=== Begin Enclosure ===
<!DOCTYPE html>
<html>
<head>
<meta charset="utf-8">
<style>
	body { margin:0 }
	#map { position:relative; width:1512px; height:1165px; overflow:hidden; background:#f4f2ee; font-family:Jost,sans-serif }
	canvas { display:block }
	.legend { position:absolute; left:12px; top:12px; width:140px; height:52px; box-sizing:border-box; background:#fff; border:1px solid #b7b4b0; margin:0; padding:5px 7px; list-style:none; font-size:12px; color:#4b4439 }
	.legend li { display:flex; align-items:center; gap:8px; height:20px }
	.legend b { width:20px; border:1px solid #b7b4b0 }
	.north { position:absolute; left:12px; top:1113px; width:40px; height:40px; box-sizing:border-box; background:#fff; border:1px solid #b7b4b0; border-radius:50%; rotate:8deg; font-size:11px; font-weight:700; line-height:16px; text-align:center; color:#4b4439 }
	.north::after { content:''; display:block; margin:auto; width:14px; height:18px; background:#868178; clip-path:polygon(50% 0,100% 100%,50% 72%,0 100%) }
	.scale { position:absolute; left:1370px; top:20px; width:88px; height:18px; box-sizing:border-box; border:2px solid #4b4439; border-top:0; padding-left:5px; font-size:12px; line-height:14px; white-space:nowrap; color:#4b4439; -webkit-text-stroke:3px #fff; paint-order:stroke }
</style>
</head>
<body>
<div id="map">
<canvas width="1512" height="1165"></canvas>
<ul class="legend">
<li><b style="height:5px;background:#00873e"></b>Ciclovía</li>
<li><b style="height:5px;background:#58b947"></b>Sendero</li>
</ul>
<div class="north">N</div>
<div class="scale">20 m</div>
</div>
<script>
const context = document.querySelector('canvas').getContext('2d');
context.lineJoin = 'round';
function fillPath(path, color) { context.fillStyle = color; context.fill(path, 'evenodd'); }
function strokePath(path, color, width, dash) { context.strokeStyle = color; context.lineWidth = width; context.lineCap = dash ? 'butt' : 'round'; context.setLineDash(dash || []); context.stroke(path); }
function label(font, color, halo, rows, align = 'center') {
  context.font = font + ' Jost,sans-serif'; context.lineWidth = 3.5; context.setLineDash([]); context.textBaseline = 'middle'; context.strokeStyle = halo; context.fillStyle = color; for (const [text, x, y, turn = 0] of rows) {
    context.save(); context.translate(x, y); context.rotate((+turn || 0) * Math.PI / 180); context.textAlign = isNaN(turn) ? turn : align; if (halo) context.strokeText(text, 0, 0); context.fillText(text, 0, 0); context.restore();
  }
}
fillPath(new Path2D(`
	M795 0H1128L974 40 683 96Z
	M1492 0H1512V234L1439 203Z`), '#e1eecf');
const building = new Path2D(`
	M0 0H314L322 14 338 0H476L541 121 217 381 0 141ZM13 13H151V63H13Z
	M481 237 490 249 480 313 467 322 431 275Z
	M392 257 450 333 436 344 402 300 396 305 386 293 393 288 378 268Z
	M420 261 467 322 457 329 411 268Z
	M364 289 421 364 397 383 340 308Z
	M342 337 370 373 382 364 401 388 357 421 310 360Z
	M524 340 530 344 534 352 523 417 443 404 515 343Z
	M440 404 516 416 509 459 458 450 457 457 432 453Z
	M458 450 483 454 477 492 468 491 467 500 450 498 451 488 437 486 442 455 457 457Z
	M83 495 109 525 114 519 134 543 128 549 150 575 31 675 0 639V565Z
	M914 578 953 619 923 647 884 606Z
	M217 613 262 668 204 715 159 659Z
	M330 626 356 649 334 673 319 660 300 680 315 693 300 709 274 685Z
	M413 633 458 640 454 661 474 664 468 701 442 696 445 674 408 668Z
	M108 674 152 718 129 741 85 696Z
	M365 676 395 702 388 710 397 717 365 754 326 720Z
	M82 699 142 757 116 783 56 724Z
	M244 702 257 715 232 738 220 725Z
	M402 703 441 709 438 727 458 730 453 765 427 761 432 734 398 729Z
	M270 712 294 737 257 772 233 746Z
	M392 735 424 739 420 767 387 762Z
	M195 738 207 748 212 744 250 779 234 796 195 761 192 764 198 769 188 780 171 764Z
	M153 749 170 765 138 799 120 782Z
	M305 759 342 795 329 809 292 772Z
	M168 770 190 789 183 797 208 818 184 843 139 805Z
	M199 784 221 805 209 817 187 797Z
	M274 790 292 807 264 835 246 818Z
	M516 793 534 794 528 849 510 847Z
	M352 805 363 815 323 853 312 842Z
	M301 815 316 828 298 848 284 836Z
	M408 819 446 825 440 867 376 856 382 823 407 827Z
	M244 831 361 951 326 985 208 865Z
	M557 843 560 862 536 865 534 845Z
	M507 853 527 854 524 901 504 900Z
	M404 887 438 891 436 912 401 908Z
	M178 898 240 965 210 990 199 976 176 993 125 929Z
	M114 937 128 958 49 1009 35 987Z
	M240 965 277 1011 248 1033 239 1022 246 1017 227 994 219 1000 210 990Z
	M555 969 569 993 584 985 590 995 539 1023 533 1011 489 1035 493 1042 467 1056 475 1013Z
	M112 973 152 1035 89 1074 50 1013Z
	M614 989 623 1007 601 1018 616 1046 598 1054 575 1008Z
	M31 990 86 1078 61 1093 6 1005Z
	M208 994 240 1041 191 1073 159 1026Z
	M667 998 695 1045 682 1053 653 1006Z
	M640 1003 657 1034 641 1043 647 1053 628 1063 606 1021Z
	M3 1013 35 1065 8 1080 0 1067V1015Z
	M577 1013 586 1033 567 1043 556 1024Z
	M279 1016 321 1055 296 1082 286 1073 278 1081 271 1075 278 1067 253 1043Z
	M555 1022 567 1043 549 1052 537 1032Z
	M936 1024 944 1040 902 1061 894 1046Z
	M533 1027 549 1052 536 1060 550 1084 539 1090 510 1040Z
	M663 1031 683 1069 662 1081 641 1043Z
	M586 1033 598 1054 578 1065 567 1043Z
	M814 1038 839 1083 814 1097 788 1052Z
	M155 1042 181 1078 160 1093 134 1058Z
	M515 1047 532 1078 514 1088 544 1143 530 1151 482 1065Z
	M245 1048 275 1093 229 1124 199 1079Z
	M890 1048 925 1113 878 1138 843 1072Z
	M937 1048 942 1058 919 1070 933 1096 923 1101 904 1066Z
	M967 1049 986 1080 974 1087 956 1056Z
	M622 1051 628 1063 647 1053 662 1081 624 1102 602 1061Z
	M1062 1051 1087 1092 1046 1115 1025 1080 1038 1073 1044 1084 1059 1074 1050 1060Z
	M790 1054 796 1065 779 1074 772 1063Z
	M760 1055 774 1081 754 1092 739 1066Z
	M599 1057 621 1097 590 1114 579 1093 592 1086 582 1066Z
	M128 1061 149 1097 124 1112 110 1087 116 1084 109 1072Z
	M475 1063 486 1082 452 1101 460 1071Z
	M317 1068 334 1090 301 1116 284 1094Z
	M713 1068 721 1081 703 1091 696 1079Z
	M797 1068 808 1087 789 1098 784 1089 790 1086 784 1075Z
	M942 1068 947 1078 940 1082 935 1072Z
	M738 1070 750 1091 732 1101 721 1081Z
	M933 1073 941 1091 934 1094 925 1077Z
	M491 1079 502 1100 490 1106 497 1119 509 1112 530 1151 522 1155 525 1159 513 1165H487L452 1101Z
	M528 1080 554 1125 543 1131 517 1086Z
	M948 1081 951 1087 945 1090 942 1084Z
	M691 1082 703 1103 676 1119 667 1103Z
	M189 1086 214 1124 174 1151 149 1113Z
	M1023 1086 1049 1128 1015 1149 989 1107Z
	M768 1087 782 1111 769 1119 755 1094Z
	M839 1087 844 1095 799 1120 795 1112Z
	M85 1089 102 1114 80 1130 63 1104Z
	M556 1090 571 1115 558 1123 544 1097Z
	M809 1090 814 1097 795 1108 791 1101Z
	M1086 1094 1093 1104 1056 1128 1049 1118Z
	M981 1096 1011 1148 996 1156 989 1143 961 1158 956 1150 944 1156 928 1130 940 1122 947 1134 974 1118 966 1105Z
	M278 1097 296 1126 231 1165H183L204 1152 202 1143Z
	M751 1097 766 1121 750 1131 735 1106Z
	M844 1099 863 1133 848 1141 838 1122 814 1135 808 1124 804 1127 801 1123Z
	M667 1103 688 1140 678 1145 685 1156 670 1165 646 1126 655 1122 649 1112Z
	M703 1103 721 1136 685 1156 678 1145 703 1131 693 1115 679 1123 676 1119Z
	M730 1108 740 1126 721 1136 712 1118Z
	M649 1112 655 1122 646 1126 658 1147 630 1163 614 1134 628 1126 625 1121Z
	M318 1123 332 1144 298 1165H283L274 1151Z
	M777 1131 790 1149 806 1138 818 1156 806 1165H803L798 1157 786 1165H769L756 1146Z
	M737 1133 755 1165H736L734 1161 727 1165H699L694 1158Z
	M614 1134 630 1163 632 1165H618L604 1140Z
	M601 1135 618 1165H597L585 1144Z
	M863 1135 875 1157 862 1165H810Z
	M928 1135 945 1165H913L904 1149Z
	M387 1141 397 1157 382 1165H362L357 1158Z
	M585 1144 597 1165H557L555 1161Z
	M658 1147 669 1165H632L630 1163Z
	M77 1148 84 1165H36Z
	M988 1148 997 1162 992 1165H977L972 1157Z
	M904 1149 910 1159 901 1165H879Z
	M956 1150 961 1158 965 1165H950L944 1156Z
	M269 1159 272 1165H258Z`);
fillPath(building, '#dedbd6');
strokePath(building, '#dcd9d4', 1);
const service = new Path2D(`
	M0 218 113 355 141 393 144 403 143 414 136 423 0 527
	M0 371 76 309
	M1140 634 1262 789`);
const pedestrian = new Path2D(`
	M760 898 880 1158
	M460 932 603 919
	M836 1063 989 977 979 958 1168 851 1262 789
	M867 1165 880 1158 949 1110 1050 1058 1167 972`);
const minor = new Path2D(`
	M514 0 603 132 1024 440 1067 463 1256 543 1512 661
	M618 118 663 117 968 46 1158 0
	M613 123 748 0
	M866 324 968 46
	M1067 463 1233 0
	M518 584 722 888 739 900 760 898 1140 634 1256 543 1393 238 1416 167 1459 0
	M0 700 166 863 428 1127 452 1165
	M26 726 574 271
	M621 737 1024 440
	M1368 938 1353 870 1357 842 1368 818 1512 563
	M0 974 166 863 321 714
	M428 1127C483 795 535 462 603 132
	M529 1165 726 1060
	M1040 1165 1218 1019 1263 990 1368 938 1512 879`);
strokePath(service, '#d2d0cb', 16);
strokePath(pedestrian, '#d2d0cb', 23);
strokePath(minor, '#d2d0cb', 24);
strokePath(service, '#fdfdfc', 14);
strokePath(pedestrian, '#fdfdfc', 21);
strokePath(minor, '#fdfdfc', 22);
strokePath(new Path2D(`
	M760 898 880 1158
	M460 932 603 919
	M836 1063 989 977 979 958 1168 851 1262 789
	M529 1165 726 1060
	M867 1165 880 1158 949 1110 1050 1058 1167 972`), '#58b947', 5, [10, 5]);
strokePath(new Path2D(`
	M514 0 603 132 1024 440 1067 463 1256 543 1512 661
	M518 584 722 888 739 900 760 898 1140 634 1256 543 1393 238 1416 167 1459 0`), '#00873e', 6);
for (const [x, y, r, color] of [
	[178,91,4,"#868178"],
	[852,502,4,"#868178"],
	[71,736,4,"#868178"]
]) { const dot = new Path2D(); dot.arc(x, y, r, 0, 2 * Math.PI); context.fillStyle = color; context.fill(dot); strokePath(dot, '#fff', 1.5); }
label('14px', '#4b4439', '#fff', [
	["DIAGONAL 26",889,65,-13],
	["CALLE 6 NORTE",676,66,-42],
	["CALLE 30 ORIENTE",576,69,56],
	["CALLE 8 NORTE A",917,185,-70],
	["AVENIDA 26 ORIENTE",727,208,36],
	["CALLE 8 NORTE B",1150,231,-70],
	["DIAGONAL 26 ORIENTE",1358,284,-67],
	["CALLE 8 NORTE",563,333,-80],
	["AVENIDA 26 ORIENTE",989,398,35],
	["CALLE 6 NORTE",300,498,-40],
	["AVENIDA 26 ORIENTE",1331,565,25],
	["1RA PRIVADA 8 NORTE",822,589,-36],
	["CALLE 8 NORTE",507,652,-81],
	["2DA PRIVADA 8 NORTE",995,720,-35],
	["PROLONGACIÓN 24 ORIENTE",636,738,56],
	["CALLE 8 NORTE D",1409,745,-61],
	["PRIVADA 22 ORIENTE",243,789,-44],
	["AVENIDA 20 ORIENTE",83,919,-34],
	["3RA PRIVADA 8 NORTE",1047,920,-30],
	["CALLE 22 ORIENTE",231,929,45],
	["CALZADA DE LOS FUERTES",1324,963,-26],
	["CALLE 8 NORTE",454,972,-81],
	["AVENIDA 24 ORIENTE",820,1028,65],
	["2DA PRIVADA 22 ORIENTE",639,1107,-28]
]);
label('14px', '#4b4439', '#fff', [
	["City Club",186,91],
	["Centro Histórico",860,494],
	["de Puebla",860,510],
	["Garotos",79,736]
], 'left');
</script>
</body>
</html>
=== End Enclosure ===
=== Begin Enclosure ===
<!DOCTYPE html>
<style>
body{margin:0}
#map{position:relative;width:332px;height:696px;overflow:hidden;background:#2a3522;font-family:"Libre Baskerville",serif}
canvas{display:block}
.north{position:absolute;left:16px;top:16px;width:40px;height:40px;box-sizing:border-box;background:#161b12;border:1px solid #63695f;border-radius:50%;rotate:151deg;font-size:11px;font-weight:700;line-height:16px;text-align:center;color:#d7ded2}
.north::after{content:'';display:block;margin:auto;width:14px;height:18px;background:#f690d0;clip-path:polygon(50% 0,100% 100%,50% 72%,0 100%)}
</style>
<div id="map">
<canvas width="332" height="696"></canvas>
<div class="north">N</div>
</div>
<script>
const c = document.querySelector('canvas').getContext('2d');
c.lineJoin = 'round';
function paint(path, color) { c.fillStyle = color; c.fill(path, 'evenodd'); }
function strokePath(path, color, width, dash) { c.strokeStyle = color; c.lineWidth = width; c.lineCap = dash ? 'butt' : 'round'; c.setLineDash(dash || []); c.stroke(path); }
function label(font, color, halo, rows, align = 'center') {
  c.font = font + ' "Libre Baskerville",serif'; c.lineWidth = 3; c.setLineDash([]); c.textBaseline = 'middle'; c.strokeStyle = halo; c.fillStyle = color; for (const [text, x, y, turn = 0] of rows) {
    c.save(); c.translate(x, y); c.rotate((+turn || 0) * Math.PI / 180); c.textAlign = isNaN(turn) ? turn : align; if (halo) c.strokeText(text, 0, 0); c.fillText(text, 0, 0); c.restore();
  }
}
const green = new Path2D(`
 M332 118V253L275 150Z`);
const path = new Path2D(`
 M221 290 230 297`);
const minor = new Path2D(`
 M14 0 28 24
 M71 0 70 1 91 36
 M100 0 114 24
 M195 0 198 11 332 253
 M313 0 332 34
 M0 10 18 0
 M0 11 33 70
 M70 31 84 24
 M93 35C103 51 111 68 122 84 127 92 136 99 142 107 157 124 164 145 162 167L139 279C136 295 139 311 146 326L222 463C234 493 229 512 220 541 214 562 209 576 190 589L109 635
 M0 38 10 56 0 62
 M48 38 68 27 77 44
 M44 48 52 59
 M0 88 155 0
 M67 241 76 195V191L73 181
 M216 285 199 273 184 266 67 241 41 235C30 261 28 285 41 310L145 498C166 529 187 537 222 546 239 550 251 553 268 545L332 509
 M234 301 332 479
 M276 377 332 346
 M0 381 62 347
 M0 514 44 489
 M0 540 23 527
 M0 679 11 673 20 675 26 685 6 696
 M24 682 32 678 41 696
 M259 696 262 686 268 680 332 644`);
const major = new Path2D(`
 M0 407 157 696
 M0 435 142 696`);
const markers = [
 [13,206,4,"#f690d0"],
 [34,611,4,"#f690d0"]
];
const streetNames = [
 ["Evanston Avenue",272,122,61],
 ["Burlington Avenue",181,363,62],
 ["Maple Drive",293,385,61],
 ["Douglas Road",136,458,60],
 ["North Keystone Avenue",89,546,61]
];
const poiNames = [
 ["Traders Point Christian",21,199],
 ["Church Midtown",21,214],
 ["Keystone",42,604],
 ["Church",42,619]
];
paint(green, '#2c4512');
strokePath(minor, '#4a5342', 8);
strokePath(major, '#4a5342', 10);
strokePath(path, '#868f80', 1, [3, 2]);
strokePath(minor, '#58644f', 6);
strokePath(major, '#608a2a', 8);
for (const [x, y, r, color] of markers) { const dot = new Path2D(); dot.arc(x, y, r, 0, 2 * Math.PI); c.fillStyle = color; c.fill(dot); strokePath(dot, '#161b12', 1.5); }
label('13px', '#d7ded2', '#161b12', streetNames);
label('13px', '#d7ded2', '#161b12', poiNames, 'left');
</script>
=== End Enclosure ===
__Instructions for the task__:
From the data above, state how many lines hold the string "middle", and give the number without other words.

__Response__:
2